* What to do *
Copy the records below word for word. Stop after the line that contains "position:absolute; right:18px; top:18px;".

--- Dataset excerpts ---

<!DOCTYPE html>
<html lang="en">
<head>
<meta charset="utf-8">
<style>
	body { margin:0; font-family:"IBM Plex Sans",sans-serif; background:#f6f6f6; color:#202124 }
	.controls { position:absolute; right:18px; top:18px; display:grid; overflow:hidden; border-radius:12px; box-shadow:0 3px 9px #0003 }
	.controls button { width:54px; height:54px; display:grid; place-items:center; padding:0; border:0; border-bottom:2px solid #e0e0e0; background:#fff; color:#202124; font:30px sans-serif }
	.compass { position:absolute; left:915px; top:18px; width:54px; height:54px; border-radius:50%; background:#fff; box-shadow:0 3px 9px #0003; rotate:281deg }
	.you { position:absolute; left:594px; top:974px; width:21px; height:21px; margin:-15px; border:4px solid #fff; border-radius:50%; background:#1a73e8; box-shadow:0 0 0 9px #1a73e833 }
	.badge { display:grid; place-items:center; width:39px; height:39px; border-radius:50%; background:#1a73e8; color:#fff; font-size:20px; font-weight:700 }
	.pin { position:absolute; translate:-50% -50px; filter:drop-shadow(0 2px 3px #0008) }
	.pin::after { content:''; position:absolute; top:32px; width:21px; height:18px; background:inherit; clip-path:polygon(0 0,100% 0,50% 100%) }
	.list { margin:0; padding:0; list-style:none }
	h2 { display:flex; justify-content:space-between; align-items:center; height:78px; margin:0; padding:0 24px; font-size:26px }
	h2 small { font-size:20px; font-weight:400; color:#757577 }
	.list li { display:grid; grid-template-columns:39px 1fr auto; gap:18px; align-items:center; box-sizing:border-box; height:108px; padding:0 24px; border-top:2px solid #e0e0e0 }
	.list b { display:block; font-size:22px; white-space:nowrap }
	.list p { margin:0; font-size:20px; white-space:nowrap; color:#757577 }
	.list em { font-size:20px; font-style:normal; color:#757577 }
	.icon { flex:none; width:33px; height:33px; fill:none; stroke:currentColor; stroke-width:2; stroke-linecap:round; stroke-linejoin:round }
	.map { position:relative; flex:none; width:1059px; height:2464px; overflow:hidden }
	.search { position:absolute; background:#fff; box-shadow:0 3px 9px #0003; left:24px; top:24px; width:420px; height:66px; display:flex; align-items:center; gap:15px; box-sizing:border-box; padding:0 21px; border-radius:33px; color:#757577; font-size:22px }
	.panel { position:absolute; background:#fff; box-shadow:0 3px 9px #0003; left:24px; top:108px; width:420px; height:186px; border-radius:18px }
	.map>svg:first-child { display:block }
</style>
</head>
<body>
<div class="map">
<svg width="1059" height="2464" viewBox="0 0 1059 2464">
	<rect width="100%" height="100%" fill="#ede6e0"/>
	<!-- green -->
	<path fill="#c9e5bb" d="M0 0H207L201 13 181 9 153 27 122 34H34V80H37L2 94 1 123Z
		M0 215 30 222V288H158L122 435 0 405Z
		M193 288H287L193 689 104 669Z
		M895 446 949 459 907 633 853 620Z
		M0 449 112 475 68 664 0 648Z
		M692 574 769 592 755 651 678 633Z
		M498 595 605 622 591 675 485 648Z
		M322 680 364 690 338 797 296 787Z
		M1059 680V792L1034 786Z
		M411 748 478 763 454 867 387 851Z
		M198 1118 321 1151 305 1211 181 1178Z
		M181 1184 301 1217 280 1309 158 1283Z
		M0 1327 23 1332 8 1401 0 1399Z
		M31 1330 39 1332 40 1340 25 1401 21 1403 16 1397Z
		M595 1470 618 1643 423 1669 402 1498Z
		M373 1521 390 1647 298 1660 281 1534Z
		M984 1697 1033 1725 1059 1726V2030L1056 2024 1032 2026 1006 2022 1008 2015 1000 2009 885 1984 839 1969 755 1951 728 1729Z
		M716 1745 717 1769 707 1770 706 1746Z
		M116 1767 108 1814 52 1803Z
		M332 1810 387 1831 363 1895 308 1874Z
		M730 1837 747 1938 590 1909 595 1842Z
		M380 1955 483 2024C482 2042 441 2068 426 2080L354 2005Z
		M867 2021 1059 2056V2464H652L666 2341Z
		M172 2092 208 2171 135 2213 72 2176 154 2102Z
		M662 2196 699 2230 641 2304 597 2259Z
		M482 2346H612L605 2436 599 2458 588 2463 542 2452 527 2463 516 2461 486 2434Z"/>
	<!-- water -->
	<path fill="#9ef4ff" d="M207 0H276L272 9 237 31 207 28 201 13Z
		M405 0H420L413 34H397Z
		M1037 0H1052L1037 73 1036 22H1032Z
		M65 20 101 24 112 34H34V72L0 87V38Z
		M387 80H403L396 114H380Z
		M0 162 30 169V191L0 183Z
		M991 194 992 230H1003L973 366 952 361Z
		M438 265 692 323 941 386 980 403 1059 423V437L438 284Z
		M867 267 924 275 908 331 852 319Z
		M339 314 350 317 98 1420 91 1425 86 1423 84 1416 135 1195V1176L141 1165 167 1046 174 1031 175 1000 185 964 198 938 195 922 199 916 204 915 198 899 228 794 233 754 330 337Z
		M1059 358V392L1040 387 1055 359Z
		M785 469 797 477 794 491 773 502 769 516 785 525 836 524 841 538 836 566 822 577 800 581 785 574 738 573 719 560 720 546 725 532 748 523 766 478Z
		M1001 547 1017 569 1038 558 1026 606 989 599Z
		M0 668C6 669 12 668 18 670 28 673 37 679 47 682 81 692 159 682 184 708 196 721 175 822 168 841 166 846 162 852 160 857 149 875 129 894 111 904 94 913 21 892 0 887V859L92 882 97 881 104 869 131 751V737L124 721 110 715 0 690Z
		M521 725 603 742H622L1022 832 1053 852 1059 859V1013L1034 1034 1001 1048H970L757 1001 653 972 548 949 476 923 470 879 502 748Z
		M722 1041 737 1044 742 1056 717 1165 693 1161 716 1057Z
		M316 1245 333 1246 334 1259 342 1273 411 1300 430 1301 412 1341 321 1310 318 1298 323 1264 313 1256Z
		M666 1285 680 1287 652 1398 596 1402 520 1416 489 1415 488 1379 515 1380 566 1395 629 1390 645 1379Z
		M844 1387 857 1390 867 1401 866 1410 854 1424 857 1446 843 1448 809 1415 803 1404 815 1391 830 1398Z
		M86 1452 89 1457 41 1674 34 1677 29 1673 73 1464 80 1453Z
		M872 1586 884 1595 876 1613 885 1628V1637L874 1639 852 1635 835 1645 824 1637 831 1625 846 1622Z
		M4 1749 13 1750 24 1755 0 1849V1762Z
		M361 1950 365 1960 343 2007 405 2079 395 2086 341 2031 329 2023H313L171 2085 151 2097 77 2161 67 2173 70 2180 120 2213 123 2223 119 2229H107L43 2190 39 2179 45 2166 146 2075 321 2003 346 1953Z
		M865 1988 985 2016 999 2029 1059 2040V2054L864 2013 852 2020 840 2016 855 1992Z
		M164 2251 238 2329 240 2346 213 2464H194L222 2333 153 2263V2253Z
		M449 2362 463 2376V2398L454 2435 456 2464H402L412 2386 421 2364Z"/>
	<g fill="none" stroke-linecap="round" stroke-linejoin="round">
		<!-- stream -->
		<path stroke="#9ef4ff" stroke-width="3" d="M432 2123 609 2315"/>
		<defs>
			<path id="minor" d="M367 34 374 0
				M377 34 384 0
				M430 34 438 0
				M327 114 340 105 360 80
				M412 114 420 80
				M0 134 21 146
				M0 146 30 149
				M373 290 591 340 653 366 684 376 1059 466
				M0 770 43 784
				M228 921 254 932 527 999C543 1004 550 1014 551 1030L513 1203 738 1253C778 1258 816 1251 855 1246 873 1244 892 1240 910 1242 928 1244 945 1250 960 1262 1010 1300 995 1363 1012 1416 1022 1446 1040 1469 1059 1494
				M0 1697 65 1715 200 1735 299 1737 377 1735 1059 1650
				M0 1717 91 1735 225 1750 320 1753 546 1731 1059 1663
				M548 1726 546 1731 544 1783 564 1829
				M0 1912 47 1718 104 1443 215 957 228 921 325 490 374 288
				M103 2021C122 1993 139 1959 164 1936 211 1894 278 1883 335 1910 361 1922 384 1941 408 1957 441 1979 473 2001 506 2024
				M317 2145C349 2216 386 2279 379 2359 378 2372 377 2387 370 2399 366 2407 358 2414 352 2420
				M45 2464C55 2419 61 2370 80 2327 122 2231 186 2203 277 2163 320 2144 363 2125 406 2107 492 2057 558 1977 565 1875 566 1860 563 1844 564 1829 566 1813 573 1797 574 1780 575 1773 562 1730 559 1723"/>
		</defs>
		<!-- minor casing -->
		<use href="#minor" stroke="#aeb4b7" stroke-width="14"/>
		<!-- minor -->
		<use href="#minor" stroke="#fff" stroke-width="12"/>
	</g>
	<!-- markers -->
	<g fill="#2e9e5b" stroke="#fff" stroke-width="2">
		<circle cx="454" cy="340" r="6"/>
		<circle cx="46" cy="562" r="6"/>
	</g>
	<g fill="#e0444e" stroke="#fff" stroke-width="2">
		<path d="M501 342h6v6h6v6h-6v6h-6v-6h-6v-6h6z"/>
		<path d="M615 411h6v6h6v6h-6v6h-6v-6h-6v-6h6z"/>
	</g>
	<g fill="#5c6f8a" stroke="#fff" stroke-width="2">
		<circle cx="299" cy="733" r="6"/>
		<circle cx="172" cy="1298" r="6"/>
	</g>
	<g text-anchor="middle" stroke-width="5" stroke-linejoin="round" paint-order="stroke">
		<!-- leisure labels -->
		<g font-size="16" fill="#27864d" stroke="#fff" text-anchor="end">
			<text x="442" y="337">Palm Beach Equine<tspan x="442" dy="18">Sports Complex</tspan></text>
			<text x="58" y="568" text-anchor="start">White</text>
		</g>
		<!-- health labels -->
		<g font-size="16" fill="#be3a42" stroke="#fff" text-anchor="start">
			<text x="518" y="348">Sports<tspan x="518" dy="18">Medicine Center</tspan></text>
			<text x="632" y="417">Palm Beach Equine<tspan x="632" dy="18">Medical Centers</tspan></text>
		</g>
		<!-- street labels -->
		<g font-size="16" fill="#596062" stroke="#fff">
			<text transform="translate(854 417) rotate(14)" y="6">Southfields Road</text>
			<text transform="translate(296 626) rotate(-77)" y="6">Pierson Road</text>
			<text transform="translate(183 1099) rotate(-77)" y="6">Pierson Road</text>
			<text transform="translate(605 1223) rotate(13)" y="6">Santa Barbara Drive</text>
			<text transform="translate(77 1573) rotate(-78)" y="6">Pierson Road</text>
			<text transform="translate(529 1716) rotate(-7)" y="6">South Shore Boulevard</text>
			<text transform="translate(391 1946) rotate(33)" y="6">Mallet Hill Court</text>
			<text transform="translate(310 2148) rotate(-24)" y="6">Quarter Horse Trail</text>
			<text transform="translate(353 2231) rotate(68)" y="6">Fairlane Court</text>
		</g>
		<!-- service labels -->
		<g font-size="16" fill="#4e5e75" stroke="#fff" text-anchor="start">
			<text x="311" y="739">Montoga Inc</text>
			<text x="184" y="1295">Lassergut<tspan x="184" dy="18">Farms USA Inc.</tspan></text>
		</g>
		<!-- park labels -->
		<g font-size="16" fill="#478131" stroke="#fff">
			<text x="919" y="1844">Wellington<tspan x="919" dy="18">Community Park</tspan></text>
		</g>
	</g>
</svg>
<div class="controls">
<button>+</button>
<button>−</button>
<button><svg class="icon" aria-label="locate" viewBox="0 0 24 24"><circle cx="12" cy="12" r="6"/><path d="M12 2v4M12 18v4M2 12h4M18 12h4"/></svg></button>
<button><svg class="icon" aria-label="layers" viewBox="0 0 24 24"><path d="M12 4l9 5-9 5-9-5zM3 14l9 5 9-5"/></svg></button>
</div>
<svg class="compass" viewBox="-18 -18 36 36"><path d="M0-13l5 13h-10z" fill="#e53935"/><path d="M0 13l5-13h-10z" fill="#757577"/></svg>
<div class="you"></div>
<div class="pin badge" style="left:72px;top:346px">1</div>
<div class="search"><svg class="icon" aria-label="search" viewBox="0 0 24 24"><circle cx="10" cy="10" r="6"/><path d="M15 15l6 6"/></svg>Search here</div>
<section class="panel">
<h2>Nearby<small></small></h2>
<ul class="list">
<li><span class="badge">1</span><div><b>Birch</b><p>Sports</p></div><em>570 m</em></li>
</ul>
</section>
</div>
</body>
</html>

---

* Answer for the task *
<!DOCTYPE html>
<html lang="en">
<head>
<meta charset="utf-8">
<style>
	body { margin:0; font-family:"IBM Plex Sans",sans-serif; background:#f6f6f6; color:#202124 }
	.controls { position:absolute; right:18px; top:18px; display:grid; overflow:hidden; border-radius:12px; box-shadow:0 3px 9px #0003 }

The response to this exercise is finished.